I hope that people who read my book understand that they should not feel more sympathetic for Mu Naw as a Christian woman than for Hasna as a Muslim woman. I have seen religious prejudice when it comes to refugee resettlement, and it’s particularly bad coming from churches, frankly, who often want to prioritize Christians in resettlement.
Refugees are people caught up in horrific circumstances, and their faith does not make them any more or less deserving of resettlement than the color of their skin or the region that they’re from, and I think it’s imperative that Christians understand this concept. We can agree or disagree on matters of faith, but in times of crisis, when someone needs safety, it’s the duty of Christians to offer that to everyone regardless of their political affiliation or their religious beliefs. That’s the point of the parable of the Good Samaritan. You help everybody.
When someone needs safety, it’s the duty of Christians to offer that to everyone regardless of their political affiliation or their religious beliefs.
Besides telling these women’s stories, in the book you also offer a concise, carefully researched history of American refugee resettlement from 1880-2018. How can that history inform our understanding of immigration issues today?
Many Americans don’t understand the history of refugee resettlement, either thinking it just came out of nowhere or was something that has always been a part of our country’s history. I certainly learned a lot in my research for this book. Before 1980, refugees were admitted to the United States in an ad hoc series of acts and presidential declarations depending on the foreign policy of the moment. The point of the Federal Refugee Resettlement Program (instituted in 1980 by Jimmy Carter and supported fully by Ronald Reagan in his presidency) was that this process should be well-regulated and evenly run. The new federal program established a regular rhythm so that local resettlement agencies across the United States could count on funding, hire people, make plans, forecast, and be ready to assist refugees arrivals with things like housing, employment services, and other basic social services. Whatever happened with humanitarian crises around the world, the U.S. would now have a system that could help displaced people.
People keep saying, “Things have never been this polarized”— and that’s just not true. We have always been this polarized. We’re just able to see it more because of social media. There has always been this push and pull between newcomers and people who were born here, between who is in power and who is oppressed, between who we welcome and who we don’t, and the shifting bubbles of prejudices. In many ways, the history sections of my book are really a history of public opinion about immigration.
There has always been this push and pull between newcomers and people who were born here … between who we welcome and who we don’t.
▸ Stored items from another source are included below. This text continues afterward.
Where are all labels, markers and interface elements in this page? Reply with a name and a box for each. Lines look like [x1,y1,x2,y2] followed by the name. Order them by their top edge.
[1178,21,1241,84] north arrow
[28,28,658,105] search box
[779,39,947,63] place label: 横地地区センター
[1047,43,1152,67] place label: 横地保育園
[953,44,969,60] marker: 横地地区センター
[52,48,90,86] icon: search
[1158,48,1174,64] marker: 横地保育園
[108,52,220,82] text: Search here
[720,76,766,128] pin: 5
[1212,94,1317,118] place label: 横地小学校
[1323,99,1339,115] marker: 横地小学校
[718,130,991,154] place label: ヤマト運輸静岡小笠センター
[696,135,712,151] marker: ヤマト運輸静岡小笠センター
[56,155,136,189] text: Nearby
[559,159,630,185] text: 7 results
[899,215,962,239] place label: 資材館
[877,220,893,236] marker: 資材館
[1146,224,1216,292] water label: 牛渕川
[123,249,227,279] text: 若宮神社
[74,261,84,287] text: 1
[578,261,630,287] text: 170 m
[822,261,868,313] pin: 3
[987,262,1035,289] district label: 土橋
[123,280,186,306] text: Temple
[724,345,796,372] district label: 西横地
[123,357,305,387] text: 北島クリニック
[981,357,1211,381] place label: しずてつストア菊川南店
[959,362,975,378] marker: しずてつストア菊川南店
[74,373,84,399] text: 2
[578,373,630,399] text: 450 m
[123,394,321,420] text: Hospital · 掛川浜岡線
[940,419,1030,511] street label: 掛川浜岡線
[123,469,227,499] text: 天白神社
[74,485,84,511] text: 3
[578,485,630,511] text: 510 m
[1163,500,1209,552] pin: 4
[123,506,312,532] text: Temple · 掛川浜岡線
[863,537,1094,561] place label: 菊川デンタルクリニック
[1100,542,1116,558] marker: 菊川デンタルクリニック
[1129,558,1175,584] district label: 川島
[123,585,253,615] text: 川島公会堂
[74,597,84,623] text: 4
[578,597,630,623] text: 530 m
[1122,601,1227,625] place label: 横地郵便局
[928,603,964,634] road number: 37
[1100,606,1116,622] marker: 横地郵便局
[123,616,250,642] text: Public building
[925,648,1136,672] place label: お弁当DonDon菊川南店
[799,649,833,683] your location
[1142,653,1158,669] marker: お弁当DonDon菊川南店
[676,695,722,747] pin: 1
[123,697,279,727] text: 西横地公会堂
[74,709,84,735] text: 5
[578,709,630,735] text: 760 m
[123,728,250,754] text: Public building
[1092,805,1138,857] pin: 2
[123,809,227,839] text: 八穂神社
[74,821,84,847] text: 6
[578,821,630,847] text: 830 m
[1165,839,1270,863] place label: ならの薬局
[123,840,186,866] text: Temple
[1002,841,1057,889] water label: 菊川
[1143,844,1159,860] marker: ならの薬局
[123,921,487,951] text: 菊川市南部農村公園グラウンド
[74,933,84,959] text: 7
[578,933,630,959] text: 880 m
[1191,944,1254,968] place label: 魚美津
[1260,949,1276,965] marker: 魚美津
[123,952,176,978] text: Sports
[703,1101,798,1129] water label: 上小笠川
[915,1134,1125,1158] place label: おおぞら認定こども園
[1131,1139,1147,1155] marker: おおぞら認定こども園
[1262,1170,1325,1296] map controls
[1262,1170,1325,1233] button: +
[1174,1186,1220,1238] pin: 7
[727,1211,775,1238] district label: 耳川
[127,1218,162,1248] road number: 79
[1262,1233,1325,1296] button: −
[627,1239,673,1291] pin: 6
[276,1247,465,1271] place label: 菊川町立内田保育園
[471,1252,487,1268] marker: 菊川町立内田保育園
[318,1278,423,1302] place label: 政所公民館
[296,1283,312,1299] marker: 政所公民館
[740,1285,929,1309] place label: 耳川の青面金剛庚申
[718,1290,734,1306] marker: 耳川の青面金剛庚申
What we’re seeing now is a culmination of a conversation that’s been happening for over 200 years in the United States. I’m hoping that we can place refugee resettlement in that larger context and understand why advocates have fought so hard for it over the years — why this program is important and why it deserves to be saved. As I wrote in an adapted piece from my book published by the New York Times, refugee resettlement has been targeted by the Trump administration, which has pushed the entire system to the edge of collapse. If we have any hope of saving this extraordinary program, now is the time to act.
What one thing do you most hope readers take away from this book?
Empathy. Refugees are not a different class of people because they have a different visa category. They are just people, caught up in extraordinary circumstances, who want to find a safe place. I’m hoping that readers can empathize with these stories, and read what happened, and think: “I probably would have made that choice, too,” I want readers to understand that the U.S. resettlement program is the most basic thing we can offer people who need a safe place, and we should fight to sustain it.
Refugees are just people, caught up in extraordinary circumstances, who want to find a safe place.